Extracted data entries —
*** Begin section ***

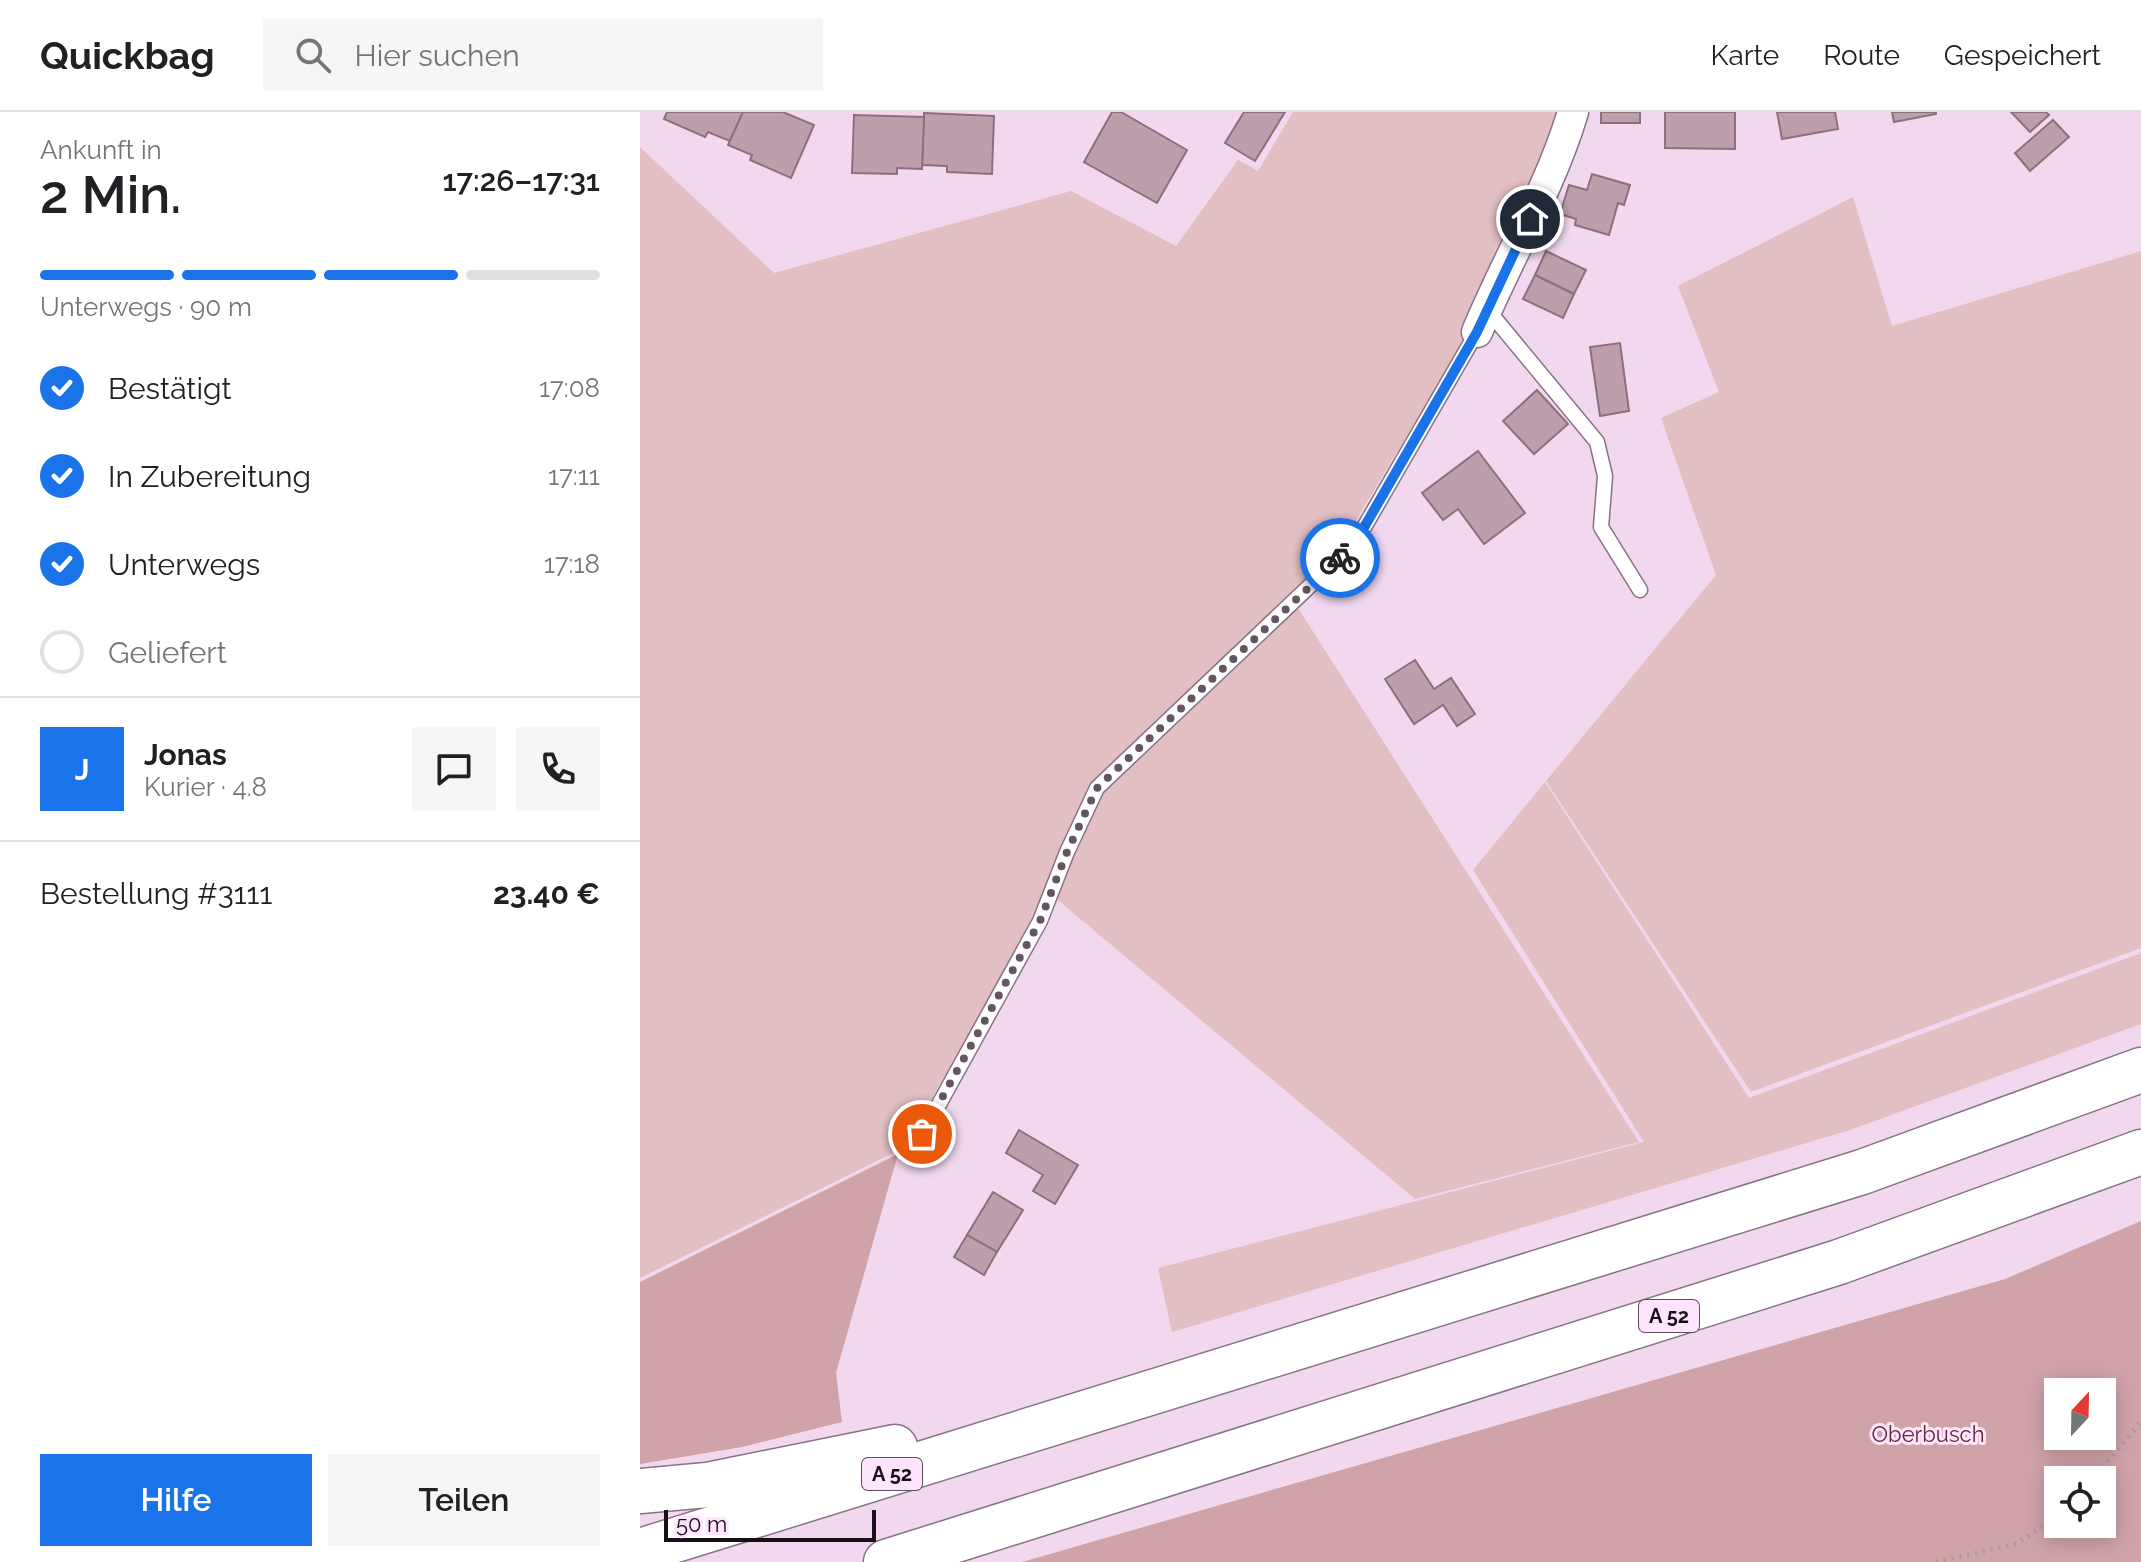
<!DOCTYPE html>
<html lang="de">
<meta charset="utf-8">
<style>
body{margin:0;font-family:Raleway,sans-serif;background:#f6f6f6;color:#202124;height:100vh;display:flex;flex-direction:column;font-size:30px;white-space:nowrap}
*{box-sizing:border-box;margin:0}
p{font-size:26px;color:#757577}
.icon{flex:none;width:44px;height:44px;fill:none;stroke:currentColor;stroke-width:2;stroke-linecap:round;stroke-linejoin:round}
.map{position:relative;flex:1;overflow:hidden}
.details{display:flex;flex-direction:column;background:#fff;width:640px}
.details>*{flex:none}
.needle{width:52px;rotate:22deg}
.tools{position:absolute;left:1404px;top:1266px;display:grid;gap:16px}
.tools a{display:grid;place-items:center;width:72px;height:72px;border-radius:0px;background:#fff;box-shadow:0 4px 20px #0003;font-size:40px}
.scale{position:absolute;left:24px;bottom:20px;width:212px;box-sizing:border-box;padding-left:8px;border:4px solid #180f17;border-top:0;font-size:22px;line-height:28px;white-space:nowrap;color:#180f17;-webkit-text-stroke:6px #fee5fd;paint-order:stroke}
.pin{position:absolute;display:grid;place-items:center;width:68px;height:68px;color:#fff;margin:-34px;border:4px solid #fff;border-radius:50%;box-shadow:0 2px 8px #0007}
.courier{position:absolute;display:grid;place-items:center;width:80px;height:80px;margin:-40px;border:6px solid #1a73e8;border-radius:50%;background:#fff;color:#222;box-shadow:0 2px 10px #0007}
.head em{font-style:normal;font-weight:600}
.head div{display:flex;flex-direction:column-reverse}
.head{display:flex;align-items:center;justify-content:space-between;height:136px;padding:0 40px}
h1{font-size:52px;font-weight:600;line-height:60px}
.bar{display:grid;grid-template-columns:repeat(4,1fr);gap:12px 8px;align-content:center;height:96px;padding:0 40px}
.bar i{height:10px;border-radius:6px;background:#e0e0e0}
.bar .selected{background:#1a73e8}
.bar p{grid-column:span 4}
.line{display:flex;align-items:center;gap:20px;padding:0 40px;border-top:2px solid #e0e0e0}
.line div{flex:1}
.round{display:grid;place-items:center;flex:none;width:84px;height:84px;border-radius:0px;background:#f6f6f6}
ol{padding:0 40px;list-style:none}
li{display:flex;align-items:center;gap:24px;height:88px}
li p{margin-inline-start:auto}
li .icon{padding:8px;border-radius:50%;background:#1a73e8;color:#fff;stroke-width:4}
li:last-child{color:#757577}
li i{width:44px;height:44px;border:4px solid #e0e0e0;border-radius:50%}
.primary-button{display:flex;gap:16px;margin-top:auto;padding:16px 40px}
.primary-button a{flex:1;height:92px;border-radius:0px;background:#1a73e8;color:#fff;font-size:32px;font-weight:600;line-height:92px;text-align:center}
.primary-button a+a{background:#f6f6f6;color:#202124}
header{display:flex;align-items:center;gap:48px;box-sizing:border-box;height:112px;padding:0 40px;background:#fff;border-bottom:2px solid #e0e0e0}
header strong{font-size:38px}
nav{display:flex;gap:44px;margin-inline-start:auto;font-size:28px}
.search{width:560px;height:72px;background:#f6f6f6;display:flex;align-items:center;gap:20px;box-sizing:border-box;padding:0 28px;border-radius:0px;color:#757577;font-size:30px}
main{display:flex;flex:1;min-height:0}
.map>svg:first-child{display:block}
.green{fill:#e1bfc3}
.forest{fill:#d0a3a9;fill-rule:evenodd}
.building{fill:#bd9eac;stroke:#8d707e;stroke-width:2}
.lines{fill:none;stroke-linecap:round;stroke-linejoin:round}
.lane-casing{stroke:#887287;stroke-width:17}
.street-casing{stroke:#887287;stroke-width:33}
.highway-casing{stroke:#887287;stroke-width:47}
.path{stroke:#ac98ab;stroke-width:5;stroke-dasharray:2 6;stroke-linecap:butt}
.lane{stroke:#fff;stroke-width:14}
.street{stroke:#fff;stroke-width:30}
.highway{stroke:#fff;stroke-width:44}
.done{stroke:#645563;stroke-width:8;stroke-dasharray:0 14.4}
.route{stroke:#1a73e8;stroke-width:10}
.labels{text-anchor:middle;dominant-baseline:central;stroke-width:6;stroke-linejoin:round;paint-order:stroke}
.shield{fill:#fee5fd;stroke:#5d4f5c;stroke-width:2}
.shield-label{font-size:20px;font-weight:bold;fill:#180f17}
.park-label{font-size:22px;fill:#612834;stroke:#fee5fd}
</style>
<header>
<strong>Quickbag</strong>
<div class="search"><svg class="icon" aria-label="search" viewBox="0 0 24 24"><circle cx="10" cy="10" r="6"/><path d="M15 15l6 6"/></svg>Hier suchen</div>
<nav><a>Karte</a><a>Route</a><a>Gespeichert</a></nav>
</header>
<main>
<section class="details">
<div class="head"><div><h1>2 Min.</h1><p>Ankunft in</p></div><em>17:26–17:31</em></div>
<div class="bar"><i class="selected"></i><i class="selected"></i><i class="selected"></i><i></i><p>Unterwegs · 90 m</p></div>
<ol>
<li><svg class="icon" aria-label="check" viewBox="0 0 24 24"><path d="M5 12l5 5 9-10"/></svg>Bestätigt<p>17:08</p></li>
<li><svg class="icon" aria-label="check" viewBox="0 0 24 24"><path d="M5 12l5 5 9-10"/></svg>In Zubereitung<p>17:11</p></li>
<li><svg class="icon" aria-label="check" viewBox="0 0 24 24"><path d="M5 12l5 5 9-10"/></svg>Unterwegs<p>17:18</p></li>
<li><i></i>Geliefert</li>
</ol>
<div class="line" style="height:144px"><b class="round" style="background:#1a73e8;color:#fff">J</b><div><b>Jonas</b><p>Kurier · 4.8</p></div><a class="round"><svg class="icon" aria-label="chat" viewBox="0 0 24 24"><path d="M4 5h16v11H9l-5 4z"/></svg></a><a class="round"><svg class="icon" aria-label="phone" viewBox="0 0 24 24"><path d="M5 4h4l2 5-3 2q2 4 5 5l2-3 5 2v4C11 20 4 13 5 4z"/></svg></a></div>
<div class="line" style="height:104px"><div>Bestellung #3111</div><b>23.40 €</b></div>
<div class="primary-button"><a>Hilfe</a><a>Teilen</a></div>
</section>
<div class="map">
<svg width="1501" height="1450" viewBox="0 0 1501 1450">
<rect width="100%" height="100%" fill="#f1d8ef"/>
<g class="green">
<path d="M653 0H922L831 217 704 428 651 485 999 1030 775 1087 407 779 364 870 295 980 268 1040 259 1038 0 1166V35L134 161 431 79 536 134 598 48 618 59Z"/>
<path d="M1213 85 1252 214 1501 139V836L1111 980 906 669 1076 463 1021 306 1079 280 1038 174Z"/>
<path d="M905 670 1109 986 1501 841V912L1210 1018 532 1220 518 1156 1004 1030 833 758Z"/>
</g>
<g class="forest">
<path d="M258 1042 196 1261 202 1310 102 1335 0 1352V1170Z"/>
<path d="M1501 1109V1450H382L1365 1167ZM1418 1280H1462V1324H1418ZM1418 1368H1462V1412H1418Z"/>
</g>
<g class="building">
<path d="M27 0H103L90 29 68 20 65 25 24 7Z"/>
<path d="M103 0H143L174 13 151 66 110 48 112 43 88 33Z"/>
<path d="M472 0H481L547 38 517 91 444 50Z"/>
<path d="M604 0H645L615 49 585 31Z"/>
<rect x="961" y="0" width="39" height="11"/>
<path d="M1025 0H1095V37L1025 36Z"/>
<path d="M1137 0H1195L1198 17 1142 27Z"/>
<path d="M1252 0H1296V2L1254 10Z"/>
<path d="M1371 0H1406L1409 3 1390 20Z"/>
<path d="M284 1 354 4 352 62 307 60V54L282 53Z"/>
<path d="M214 3 284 5 282 57 257 56V62L212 61Z"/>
<path d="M1413 8 1429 25 1390 59 1375 41Z"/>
<path d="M952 62 990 73 984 93 978 91 969 123 935 113 936 107 920 102 929 73 947 78Z"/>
<path d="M906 139 946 158 934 182 895 163Z"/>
<path d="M895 163 934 182 923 206 883 187Z"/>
<path d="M980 231 989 299 960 304 950 235Z"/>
<path d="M897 278 928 312 894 342 863 309Z"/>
<path d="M838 339 885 401 844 432 818 397 803 408 782 381Z"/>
<path d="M775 548 794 577 811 566 835 602 817 614 803 593 774 612 745 567Z"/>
<path d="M379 1018 438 1053 415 1092 393 1079 403 1063 366 1041Z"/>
<path d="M353 1080 383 1098 357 1140 327 1123Z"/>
<path d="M327 1123 357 1140 344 1163 314 1145Z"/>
</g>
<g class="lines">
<defs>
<g id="lane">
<path d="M847 197 957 330 965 364 961 415 1000 478"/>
<path d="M271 1043 400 809 427 740 457 676 715 431 837 220"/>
</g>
<path id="street" d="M837 220C868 145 910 77 933 0"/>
<g id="highway">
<path d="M0 1379 67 1373 255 1335"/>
<path d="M0 1439 1222 1060 1501 958"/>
<path d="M246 1450 1199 1150 1501 1040"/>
</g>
</defs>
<use href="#lane" class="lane-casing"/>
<use href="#street" class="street-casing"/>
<use href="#highway" class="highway-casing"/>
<g class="path">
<path d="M1452 1368 1501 1310"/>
<path d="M1296 1450 1376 1432 1418 1404"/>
</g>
<use href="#lane" class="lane"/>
<use href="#street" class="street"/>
<use href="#highway" class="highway"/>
</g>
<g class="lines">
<path class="done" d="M282 1022 400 809 427 740 457 676 700 446"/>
<path class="route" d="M700 446 715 431 837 220 890 107"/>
</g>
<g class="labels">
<g class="shield">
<rect x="999" y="1188" width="60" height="32" rx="6"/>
<rect x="222" y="1346" width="60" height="32" rx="6"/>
</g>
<g class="shield-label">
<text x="1029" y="1204">A 52</text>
<text x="252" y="1362">A 52</text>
</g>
<g class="park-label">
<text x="1288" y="1322">Oberbusch</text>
</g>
</g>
</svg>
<div class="tools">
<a><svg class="needle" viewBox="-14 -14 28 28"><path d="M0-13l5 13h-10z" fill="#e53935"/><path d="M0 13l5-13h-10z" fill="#757577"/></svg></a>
<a><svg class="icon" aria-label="locate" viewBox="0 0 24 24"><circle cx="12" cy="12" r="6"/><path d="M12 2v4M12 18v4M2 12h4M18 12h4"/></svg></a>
</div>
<div class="scale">50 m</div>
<div class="pin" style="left:282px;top:1022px;background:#ea580c"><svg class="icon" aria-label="bag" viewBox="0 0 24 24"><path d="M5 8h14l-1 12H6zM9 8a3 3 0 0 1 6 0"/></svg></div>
<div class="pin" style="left:890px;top:107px;background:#1f2937"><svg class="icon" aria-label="home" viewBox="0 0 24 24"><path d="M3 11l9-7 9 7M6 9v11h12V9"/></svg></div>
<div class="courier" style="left:700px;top:446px"><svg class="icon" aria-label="bike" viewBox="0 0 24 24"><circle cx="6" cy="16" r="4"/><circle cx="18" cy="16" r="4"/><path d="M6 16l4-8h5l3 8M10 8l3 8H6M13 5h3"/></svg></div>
</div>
</main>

*** End section ***

WORK REQUEST —
Take each line above that contains "details" and copy it out.

ANSWER —
.details{display:flex;flex-direction:column;background:#fff;width:640px}
.details>*{flex:none}
<section class="details">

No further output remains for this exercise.